▶ _Work to be completed_
Below is a listing; return it in full, exactly as it appears.

▶ _Information shown_

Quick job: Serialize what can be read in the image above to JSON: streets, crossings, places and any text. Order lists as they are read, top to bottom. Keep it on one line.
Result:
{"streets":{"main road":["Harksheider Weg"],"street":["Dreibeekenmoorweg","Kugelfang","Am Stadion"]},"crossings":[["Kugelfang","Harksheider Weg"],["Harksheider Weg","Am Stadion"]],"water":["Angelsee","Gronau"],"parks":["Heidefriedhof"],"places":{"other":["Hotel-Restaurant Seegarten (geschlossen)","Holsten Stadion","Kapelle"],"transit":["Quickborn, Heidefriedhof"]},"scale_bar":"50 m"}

▶ _Solution to the exercise_
Quick job: Serialize what can be read in the image above to JSON: streets, crossings, places and any text. Order lists as they are read, top to bottom. Keep it on one line.
Result:
{"streets":{"main road":["Harksheider Weg"],"street":["Dreibeekenmoorweg","Kugelfang","Am Stadion"]},"crossings":[["Kugelfang","Harksheider Weg"],["Harksheider Weg","Am Stadion"]],"water":["Angelsee","Gronau"],"parks":["Heidefriedhof"],"places":{"other":["Hotel-Restaurant Seegarten (geschlossen)","Holsten Stadion","Kapelle"],"transit":["Quickborn, Heidefriedhof"]},"scale_bar":"50 m"}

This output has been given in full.